The legal system can especially be intimidating, confusing and frightening for children. Many aspects of the process (such as providing testimony and multiple interviews) can be overwhelming for children. It is estimated that the number of interviews a child victim whose case is going on through the court system undergoes is eleven. It is often said that during this time, a child can potentially be “re-traumatised.”

The American Medical Association (1992) stated that there are modalities of psychological treatment that have demonstrated positive benefits for child victims of sexual abuse. These include: individual psychotherapy, group based therapy, and treatments involving the entire family. When treat ment for this population is trauma-focused, structured, and targets the specific symptoms of sexual abuse, it can be effective at reducing short-term and long-term effects.

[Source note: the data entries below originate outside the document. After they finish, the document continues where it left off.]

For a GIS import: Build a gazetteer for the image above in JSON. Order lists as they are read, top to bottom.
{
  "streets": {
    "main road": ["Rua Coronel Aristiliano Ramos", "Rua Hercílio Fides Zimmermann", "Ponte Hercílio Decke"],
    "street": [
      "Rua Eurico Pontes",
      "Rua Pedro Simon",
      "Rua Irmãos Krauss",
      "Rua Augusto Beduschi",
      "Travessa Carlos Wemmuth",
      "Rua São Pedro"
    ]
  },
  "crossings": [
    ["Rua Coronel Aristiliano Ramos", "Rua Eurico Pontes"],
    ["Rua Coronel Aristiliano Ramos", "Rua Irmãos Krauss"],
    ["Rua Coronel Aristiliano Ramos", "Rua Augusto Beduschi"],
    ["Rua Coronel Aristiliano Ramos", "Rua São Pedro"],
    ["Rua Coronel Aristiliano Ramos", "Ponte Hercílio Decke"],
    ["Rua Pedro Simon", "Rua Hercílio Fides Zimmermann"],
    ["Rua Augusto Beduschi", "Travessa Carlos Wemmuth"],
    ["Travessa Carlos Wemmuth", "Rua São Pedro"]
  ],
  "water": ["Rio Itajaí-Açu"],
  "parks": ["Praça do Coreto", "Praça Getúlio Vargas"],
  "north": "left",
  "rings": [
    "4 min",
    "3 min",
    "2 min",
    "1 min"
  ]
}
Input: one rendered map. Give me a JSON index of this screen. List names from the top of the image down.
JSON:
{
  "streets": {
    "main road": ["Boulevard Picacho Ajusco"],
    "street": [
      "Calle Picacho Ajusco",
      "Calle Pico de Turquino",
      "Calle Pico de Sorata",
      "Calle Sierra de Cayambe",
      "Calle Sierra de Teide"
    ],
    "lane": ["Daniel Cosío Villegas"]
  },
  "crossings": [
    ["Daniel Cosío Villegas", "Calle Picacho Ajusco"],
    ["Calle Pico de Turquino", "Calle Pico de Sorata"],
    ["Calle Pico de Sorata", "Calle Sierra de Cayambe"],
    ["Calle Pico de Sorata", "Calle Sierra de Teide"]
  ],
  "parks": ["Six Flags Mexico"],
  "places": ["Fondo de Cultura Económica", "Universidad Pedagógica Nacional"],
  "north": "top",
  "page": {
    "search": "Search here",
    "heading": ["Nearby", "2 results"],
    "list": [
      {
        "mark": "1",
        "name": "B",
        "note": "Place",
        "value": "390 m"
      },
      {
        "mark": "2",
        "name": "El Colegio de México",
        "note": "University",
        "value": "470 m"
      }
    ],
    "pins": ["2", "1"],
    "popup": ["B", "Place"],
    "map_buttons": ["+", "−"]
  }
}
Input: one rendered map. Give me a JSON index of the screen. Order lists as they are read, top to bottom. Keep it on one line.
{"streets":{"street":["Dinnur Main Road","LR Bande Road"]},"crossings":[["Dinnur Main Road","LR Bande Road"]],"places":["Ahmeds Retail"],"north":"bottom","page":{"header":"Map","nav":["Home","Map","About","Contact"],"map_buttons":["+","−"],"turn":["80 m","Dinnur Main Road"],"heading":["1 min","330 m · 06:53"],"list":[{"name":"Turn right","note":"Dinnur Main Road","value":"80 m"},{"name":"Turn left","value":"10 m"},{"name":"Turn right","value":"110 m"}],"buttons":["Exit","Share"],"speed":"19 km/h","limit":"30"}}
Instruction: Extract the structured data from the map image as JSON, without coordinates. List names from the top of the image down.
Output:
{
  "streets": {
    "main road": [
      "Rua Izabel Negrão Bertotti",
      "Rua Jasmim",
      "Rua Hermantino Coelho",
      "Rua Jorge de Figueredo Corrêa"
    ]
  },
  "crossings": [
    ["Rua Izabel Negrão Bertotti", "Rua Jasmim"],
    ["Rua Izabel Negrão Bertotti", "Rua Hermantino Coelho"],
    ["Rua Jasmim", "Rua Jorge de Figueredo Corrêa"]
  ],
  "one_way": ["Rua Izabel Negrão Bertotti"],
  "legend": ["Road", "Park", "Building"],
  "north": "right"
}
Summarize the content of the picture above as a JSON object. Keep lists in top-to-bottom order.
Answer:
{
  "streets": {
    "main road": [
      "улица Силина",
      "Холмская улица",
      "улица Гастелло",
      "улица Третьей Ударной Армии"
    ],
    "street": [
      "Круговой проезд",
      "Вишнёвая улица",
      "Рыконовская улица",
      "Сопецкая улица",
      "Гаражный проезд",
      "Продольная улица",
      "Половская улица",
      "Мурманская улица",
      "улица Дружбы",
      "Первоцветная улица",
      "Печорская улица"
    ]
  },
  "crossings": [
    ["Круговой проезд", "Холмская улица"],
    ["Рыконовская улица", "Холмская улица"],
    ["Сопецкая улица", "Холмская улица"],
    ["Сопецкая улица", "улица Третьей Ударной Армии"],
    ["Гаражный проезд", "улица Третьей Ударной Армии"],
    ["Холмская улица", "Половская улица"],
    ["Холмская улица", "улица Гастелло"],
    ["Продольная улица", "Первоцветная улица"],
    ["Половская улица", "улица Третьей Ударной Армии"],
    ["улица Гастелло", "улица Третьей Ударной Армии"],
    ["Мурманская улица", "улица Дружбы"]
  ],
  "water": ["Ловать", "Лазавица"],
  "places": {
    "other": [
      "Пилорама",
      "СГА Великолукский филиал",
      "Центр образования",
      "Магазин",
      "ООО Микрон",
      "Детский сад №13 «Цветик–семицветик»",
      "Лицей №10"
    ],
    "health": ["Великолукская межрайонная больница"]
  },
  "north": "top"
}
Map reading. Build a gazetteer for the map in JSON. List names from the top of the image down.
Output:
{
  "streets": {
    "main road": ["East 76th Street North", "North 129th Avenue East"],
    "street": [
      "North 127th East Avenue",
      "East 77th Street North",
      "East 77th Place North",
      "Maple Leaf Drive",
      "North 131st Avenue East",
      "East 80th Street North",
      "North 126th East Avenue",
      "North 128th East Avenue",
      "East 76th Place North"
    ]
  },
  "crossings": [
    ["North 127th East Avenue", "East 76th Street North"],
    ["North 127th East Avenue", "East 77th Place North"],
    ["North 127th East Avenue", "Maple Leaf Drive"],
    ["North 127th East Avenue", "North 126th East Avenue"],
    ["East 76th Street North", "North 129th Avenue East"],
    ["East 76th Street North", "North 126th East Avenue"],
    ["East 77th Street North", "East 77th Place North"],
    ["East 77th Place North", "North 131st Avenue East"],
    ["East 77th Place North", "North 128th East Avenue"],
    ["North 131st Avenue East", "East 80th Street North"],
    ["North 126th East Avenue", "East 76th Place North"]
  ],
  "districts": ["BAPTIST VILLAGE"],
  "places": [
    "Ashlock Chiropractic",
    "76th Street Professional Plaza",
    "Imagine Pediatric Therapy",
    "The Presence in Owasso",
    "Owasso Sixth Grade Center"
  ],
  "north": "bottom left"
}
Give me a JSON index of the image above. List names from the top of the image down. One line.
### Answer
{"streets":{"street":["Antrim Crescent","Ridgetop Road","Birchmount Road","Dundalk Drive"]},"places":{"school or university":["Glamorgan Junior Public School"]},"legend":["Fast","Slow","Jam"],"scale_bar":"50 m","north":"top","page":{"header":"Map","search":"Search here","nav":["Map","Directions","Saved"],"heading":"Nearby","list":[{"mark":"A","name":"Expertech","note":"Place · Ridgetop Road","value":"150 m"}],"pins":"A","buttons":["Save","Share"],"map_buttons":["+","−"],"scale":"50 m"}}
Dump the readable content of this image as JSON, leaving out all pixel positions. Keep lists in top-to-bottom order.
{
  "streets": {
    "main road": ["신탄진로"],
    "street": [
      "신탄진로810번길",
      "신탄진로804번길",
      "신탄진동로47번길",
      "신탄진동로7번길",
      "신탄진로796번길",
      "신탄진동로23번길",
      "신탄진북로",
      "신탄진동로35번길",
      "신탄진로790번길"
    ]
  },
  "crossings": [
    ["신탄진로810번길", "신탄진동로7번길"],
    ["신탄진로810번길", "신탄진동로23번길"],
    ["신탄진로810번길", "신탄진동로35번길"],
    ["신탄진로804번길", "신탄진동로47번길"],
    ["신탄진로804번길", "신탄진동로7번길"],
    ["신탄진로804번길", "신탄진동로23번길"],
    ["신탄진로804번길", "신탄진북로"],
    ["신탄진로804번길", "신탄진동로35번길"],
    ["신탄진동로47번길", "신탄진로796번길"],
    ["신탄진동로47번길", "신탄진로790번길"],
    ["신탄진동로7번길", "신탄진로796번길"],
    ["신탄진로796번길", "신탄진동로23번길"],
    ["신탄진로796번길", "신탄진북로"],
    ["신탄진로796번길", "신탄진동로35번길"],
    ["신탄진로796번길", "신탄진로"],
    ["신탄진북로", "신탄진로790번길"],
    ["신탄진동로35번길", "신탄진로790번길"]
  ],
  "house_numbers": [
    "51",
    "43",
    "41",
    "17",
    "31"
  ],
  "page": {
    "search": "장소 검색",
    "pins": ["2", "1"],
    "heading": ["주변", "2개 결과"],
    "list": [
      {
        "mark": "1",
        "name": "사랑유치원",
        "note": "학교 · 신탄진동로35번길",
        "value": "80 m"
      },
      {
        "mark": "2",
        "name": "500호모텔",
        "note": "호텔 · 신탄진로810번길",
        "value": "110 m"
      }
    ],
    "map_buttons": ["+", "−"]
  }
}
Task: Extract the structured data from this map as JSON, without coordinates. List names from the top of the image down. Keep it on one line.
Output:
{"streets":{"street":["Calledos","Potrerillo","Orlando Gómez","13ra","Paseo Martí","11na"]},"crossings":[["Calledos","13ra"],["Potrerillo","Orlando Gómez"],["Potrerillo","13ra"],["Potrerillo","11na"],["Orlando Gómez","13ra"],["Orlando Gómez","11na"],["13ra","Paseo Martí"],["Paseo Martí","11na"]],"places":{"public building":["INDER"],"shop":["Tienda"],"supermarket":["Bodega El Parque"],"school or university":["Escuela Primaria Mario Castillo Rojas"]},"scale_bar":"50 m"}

The initial short-term effects vary, depending upon the circumstances of the abused and the child’s developmental stage, but may include regressive behaviours, such as a return to thumb sucking or bed-wetting), sleeping disturbances, eating problems, behaviour and or performance problems at school, and non-participation in school and social activities. But the negative effects of child sexual abuse can affect the victim for many years and into adulthood. Adults who were sexually abused as children commonly experience depression. Additionally, high levels of anxiety in these children can result in self-destructive behaviours, such as alcoholism or drug abuse, anxiety attacks, situation-specific anxiety disorders, and insomnia. Many victims also encounter problems in their adult relationship and in their adult sexual functioning. “Revictimisation’’ is also a common phenomenon among people abused as children.

Research has shown that child sexual abuse victims are more likely to be victims of rape or to be involved in physically abusive relationships as adults. In short, the ill effects of child sexual abuse are wide ranging. There is no one set of symptoms or outcomes that victims experience. Some children even report little or no psychological distress from the abuse, but these children may be either afraid to express their true emotions or may be denying their feelings as a coping mechanism. Other children may have what is called “sleeper effects.” They may experience no harm in the short run, but suffer serious problems later on in life.

In the end, however, the most effective way to prevent subsequent abusing is to decrease or eliminate opportunity; offenders should not have uncontrollable access to vulnerable children or previous victims.

Let me sound a warning to all parents, including our mothers. We must not cover up when our children report cases of sexual abuse. Do not tell them they are telling lies and do not beat them and make them feel guilty or it was their fault that it happened. Be respectful when the child discloses the abuse to you. Reassure the child by telling him or her that it is not his or her fault, believe the child and tell the child he or she did the right thing. Mothers, you have a duty to protect the child you gave birth to for life. We must teach our children what is good touch and bad touch, and we must teach them about their private parts. We also, have to teach them not to take things from strangers and we have to set them good examples and have strong family values. It is time that we as parents teach our children the correct names of their private parts and re-emphasise that nobody, ABSOLUTELY nobody, is allowed to touch them on their private parts, except in the case of a doctor or otherwise.

To the worthless fathers, grandfathers, cousins, brothers, uncles, nephews, boyfriends, common-law husbands and other sexual predators in our society, am begging you PLEASE leave our children alone. They cannot give consent and they must be cared for by you. Don’t spoil them and make them sex slaves. Let our nation’s children continue to be productive boys and girls, so when they grow up, they can contribute meaningfully and productively to the building of our beloved St. Vincent and the Grenadines.